Output: data/processed/validation_v1.parquet, one row per episode.

Resumable: writes a checkpoint every CHECKPOINT_EVERY entries to
data/processed/.validation_checkpoint.parquet, and on resume skips
episode_ids already seen.

Run:
    uv run --group training python tools/dataset_validate.py \\
        --index /var/lib/cis490/index.jsonl \\
        --store /var/lib/cis490/episodes \\
        --out data/processed/validation_v1.parquet \\
        --workers 4
"""
from __future__ import annotations

import argparse
import json
import multiprocessing as mp
import os
import sys
import time
from collections import Counter
from dataclasses import asdict, dataclass, field
from pathlib import Path
from typing import Any

import pyarrow as pa
import pyarrow.parquet as pq

# Allow running as a script from the repo root
sys.path.insert(0, str(Path(__file__).resolve().parent.parent))
from training._episode_io import EXPECTED_FILES, hash_only, open_episode


CHECKPOINT_EVERY = 500


@dataclass
class Result:
    episode_id: str
    host_id: str
    sha256: str
    size_bytes: int
    status: str                  # "accepted" | "degraded" | "rejected" | "missing" | "error"
    reasons: list[str] = field(default_factory=list)
    soft_reasons: list[str] = field(default_factory=list)
    profile: str | None = None
    sample_name: str | None = None
    sample_kind: str | None = None
    schema_version: int | None = None
    duration_observed_s: float | None = None
    rows_proc: int | None = None
    rows_guest: int | None = None
    rows_qmp: int | None = None
    rows_netflow: int | None = None
    n_labels: int | None = None
    phases_observed: str | None = None  # comma-joined for parquet simplicity
    has_done_marker: bool | None = None
    has_pcap: bool | None = None


def _validate_one(args: tuple[dict, str]) -> dict:
    idx_row, store_root = args
    store = Path(store_root)
    epi_id = idx_row["episode_id"]
    host = idx_row["host_id"]
    expected_sha = idx_row["sha256"]
    expected_size = idx_row["size_bytes"]
    path = store / host / f"{epi_id}.tar.zst"

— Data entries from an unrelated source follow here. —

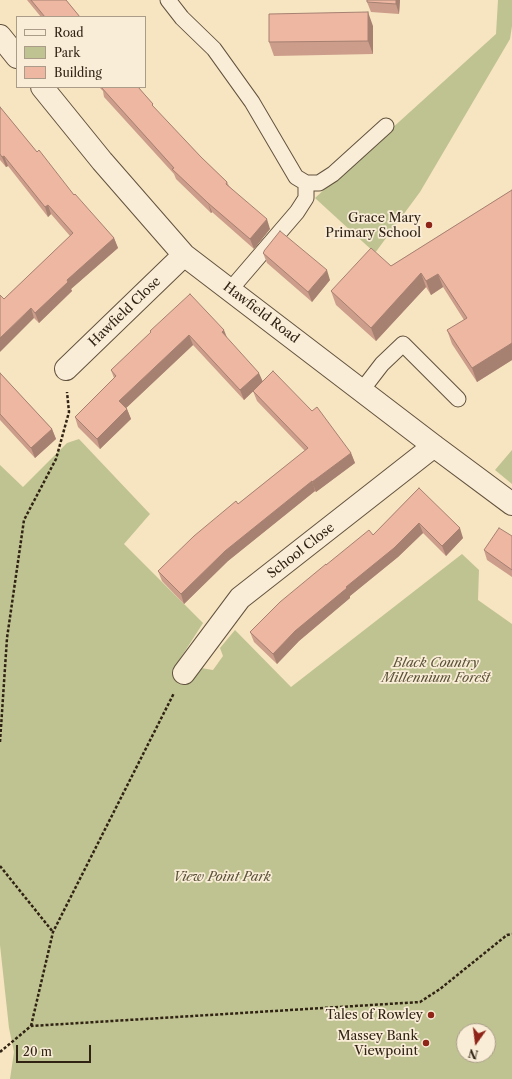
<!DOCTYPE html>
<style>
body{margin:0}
#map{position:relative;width:512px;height:1079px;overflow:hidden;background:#f7e4c1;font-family:"Libre Caslon Text",serif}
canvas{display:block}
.legend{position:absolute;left:16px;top:16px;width:130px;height:72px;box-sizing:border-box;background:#faedd7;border:1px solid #aa9c89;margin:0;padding:5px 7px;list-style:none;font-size:12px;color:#312314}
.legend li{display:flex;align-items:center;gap:8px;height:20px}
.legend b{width:20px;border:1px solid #aa9c89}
.north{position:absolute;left:456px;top:1023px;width:40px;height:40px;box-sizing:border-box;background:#faedd7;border:1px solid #aa9c89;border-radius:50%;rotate:194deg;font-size:11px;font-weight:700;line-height:16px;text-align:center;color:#312314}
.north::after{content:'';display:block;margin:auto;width:14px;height:18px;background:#8f2418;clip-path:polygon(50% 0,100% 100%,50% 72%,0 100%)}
.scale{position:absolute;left:16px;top:1045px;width:75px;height:18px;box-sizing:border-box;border:2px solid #312314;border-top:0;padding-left:5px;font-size:12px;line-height:14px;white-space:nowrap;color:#312314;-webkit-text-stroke:3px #faedd7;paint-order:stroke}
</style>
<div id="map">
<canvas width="512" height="1079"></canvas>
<ul class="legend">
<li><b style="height:5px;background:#faedd7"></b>Road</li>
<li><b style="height:11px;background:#bfc391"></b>Park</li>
<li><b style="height:11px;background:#edb7a2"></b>Building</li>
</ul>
<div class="north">N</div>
<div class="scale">20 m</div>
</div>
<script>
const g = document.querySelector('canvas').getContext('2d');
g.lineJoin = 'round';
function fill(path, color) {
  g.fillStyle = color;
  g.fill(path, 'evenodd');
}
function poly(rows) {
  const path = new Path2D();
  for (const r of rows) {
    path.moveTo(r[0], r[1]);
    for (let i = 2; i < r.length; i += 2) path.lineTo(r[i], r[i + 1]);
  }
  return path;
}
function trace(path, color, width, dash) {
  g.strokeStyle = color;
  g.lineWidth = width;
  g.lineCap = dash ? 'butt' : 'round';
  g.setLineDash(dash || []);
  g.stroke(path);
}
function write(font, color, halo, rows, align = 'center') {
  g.font = font + ' "Libre Caslon Text",serif';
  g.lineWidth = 3.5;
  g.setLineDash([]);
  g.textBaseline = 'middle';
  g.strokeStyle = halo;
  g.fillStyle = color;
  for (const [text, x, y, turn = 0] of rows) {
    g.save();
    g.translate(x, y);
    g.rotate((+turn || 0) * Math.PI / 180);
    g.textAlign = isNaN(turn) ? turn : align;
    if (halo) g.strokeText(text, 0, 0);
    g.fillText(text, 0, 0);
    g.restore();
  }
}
fill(poly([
 [498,0,512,0,512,26,510,39,420,192,375,253,315,198,496,34],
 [79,439,150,514,124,544,203,623,176,665,194,677,201,668,213,670,223,656,220,648,235,630,291,687,462,554,479,570,478,600,512,624,512,1079,10,1079,14,1052,9,1028,0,945,0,465,23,487,67,443],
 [464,1031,488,1031,488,1055,464,1055],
 [512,450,512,484,495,470]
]), '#bfc391');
const service = poly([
 [168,0,182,18,214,49,252,102,296,177,306,183,319,183,333,174,386,126],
 [230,290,297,212,306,198,306,183],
 [362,390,382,364,403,344,458,399]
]);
const minor = poly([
 [0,36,17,57],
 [42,87,102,161,184,255,434,446,512,504],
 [66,369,184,255],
 [184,673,240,598,434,446]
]);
trace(service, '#62533f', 17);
trace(minor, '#62533f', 24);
trace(poly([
 [0,742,7,638,24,520,56,459,69,412,67,392],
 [0,866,53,932],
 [31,1026,53,932,174,693],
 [0,1052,31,1026,420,1002,440,989,507,935,512,934]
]), '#312314', 2.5, [3, 2]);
trace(service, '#faedd7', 15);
trace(minor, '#faedd7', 22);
fill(poly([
 [27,0,66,0,80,17,41,17],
 [367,0,400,0,399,14,371,12,367,2],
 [373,26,373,54,274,56,269,42],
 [99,87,138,87,153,104,153,107,201,157,227,182,229,186,270,229,254,249,212,212,211,213,176,179,174,174,104,97,103,91],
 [0,107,37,152,74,195,114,238,118,248,71,289,72,291,39,323,34,318,4,299,70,236,51,214,48,217,8,166,6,167,0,160],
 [512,190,512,360,477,382,452,344,447,330,464,320,443,287,431,295,426,287,376,341,336,305,331,291,391,266],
 [264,251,330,280,312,302,267,263,263,253,264,252],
 [150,331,227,338,263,382,351,453,355,463,316,492,315,491,228,561,184,604,162,581,158,571,238,504,305,451,257,401,253,391,244,400,193,345,126,408,127,409,131,419,100,449,78,427,75,417,114,378,111,370,151,332],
 [0,373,52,429,56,439,35,458,0,420],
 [419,488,463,538,446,556,423,533,398,557,350,596,350,598,299,641,277,664,254,642,250,632,326,565,373,535],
 [512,536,512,577,487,560,484,550]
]), '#cc9d8b');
fill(poly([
 [396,0,400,0,399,14,396,4],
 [368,12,373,26,373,54,368,41],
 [4,156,8,166,6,167,2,157],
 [208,203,212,212,211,213],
 [48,205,51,214,48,217,45,207],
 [267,219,270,229,254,249,250,239],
 [114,238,118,248,71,289,72,291,39,323,35,313,67,280],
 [327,270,330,280,312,302,308,292],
 [421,273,426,287,376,341,371,328],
 [438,274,443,287,431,295,426,281],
 [31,308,34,318,0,352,0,338],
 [224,330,228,340,222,332],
 [189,335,193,345,123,411,119,401],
 [512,343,512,360,477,382,472,368],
 [259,373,263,382,244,400,240,390],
 [127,409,131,419,100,449,97,439],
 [52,429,56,439,35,458,31,448],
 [351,453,355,463,316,492,312,482],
 [312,481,315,491,228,561,184,604,181,594,225,551],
 [419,523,423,533,398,557,350,596,350,598,299,641,277,664,273,654,295,631],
 [460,528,463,538,446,556,442,546]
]), '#a68071');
const building = poly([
 [31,0,66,0,80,17,45,17,31,0],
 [367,0,396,0,396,4,367,2,367,0],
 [368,12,368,41,269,42,269,14,368,12],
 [101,87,138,87,153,104,152,105,201,157,227,182,226,184,267,219,250,239,208,203,172,169,174,168,101,87],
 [0,107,37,152,39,150,74,195,75,194,114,238,67,280,68,282,35,313,31,308,0,338,0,295,4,299,73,233,48,205,45,207,4,156,2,157,0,154,0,107],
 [512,190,512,343,472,368,447,330,467,318,438,274,426,281,421,273,371,328,331,291,371,248,391,266,512,190],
 [280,231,327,270,308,292,263,253,264,252,264,251,280,231],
 [190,294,224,330,222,332,259,373,240,390,189,335,119,401,127,409,97,439,75,417,116,376,111,370,151,332,150,331,190,294],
 [273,371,312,411,317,407,351,453,312,482,312,481,225,551,181,594,158,571,194,536,236,501,238,504,308,448,253,391,273,371],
 [0,373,52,429,31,448,0,414,0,373],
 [419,488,460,528,442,546,419,523,394,548,346,587,347,588,295,631,273,654,250,632,280,602,326,564,326,565,369,530,373,535,419,488],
 [499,528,512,536,512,570,484,550,499,528]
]);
fill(building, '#edb7a2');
trace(building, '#a68071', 1);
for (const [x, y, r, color] of [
 [429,225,4,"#8f2418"],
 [431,1015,4,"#8f2418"],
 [426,1043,4,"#8f2418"]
]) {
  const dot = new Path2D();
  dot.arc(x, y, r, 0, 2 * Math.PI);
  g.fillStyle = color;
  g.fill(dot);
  trace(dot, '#faedd7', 1.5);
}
write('13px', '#312314', '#faedd7', [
 ["Grace Mary",421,218],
 ["Primary School",421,233],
 ["Tales of Rowley",423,1015],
 ["Massey Bank",418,1036],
 ["Viewpoint",418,1051]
], 'right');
write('13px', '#312314', '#faedd7', [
 ["Hawfield Close",125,312,-44],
 ["Hawfield Road",261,313,37],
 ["School Close",301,551,-38]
]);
write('italic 13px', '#5c533a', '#faedd7', [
 ["Black Country",436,663],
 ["Millennium Forest",436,678],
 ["View Point Park",222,877]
]);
</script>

    r = Result(episode_id=epi_id, host_id=host, sha256=expected_sha,
               size_bytes=expected_size, status="rejected")

    if not path.exists():
        r.status = "missing"
        r.reasons.append("tarball-not-on-disk")
        return asdict(r)

    try:
        sha, size = hash_only(path)
    except Exception as e:
        r.status = "error"
        r.reasons.append(f"hash-failed:{type(e).__name__}")
        return asdict(r)

    if sha != expected_sha:
        r.reasons.append("sha-mismatch")
    if size != expected_size:
        r.reasons.append("size-mismatch")

    try:
        epi = open_episode(path, host_id=host)
    except Exception as e:
        r.status = "error"
        r.reasons.append(f"open-failed:{type(e).__name__}:{e}")
        return asdict(r)

    # Schema/contents
    inner = {Path(n).name for n in epi.raw_files}
    missing = EXPECTED_FILES - inner
    # netflow.jsonl is treated as soft-missing — k-gamingcom hosts have
    # historically shipped without it (bridge pcap collector silent).
    # Episodes are still usable for training on proc/guest/qmp signals.
    soft_missing = {"netflow.jsonl"} & missing
    hard_missing = missing - soft_missing
    if hard_missing:
        r.reasons.append("missing-files:" + ",".join(sorted(hard_missing)))
    if soft_missing:
        r.soft_reasons.append("missing-files:" + ",".join(sorted(soft_missing)))

    meta = epi.meta
    r.schema_version = meta.get("schema_version")
    if r.schema_version != 1:
        r.reasons.append(f"schema-version:{r.schema_version}")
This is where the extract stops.